PROVIDED DATA:
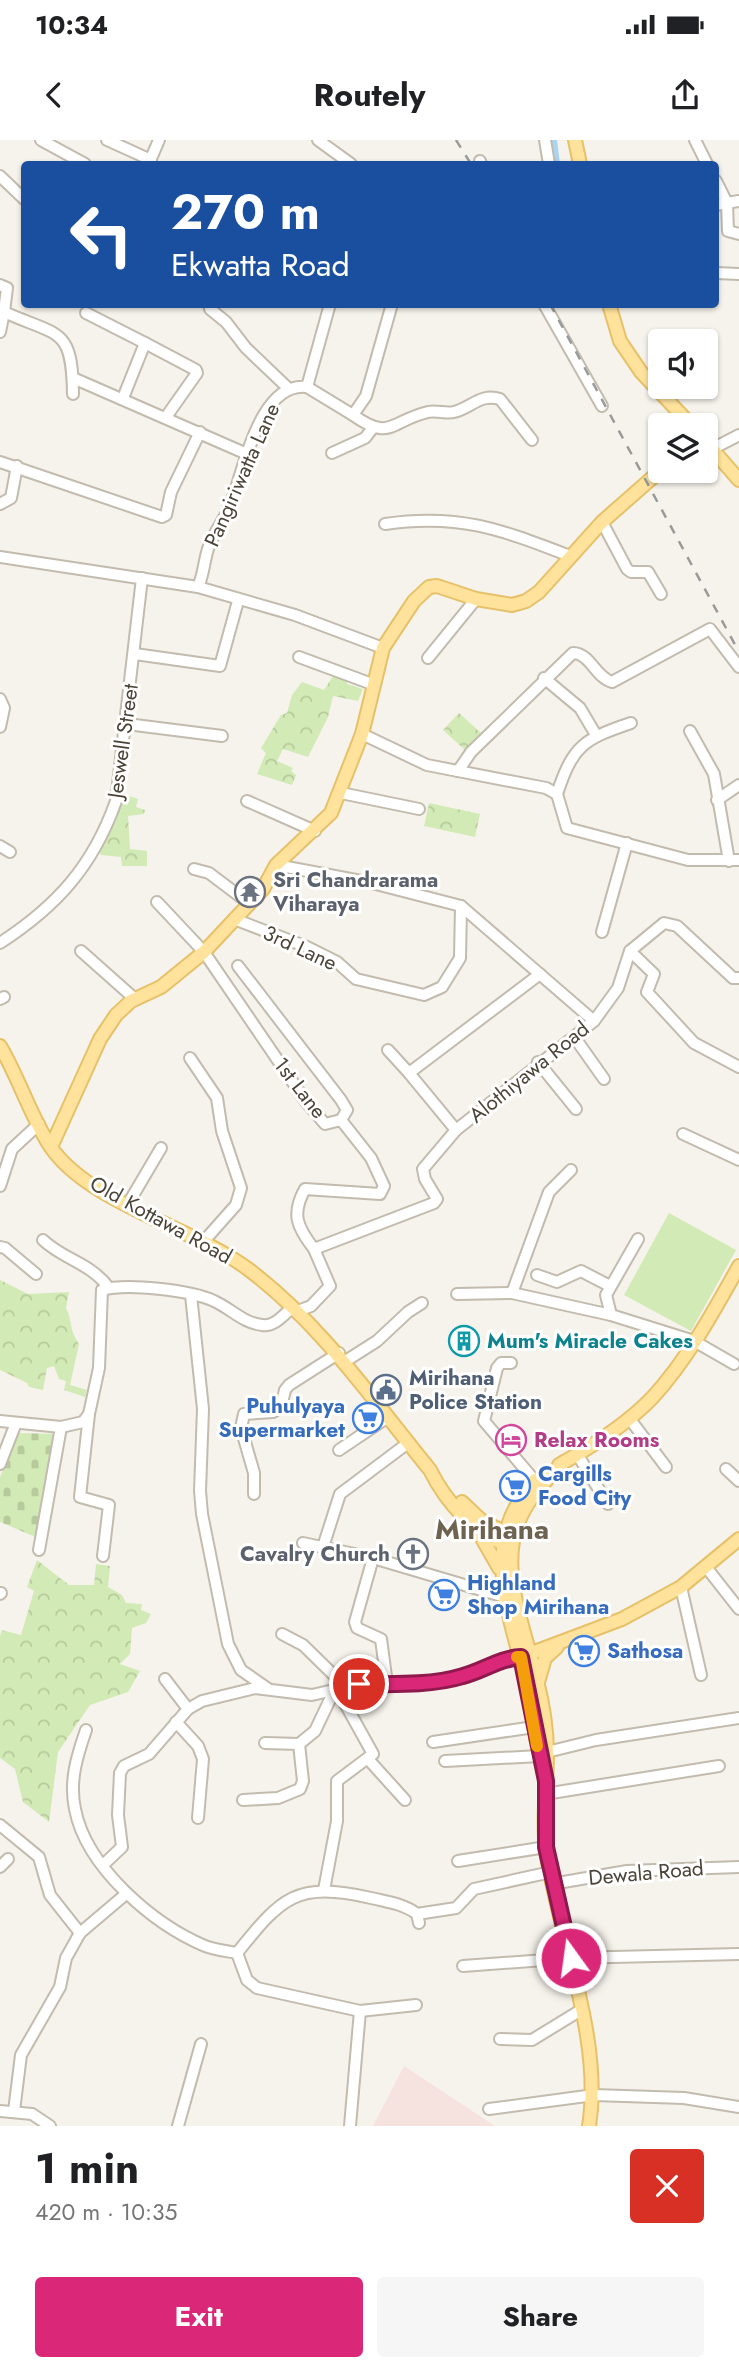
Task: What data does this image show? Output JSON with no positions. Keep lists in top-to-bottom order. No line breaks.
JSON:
{"streets":{"main road":["Old Kottawa Road"],"street":["Pangiriwatta Lane","Jeswell Street","3rd Lane","Alothiyawa Road","1st Lane","Dewala Road"]},"crossings":[["Alothiyawa Road","1st Lane"]],"districts":["Mirihana"],"places":{"temple":["Sri Chandrarama Viharaya"],"building":["Mum's Miracle Cakes"],"public building":["Mirihana Police Station"],"supermarket":["Puhulyaya Supermarket","Cargills Food City","Highland Shop Mirihana","Sathosa"],"hotel":["Relax Rooms"],"church":["Cavalry Church"]},"page":{"status":"10:34","header":"Routely","turn":["270 m","Ekwatta Road"],"heading":["1 min","420 m · 10:35"],"buttons":["Exit","Share"]}}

WORK TO COMPLETE:
Every line above needs to be written out again as it stands. Pictures do not belong in the copy.

EXERCISE ANSWER:
Task: What data does this image show? Output JSON with no positions. Keep lists in top-to-bottom order. No line breaks.
JSON:
{"streets":{"main road":["Old Kottawa Road"],"street":["Pangiriwatta Lane","Jeswell Street","3rd Lane","Alothiyawa Road","1st Lane","Dewala Road"]},"crossings":[["Alothiyawa Road","1st Lane"]],"districts":["Mirihana"],"places":{"temple":["Sri Chandrarama Viharaya"],"building":["Mum's Miracle Cakes"],"public building":["Mirihana Police Station"],"supermarket":["Puhulyaya Supermarket","Cargills Food City","Highland Shop Mirihana","Sathosa"],"hotel":["Relax Rooms"],"church":["Cavalry Church"]},"page":{"status":"10:34","header":"Routely","turn":["270 m","Ekwatta Road"],"heading":["1 min","420 m · 10:35"],"buttons":["Exit","Share"]}}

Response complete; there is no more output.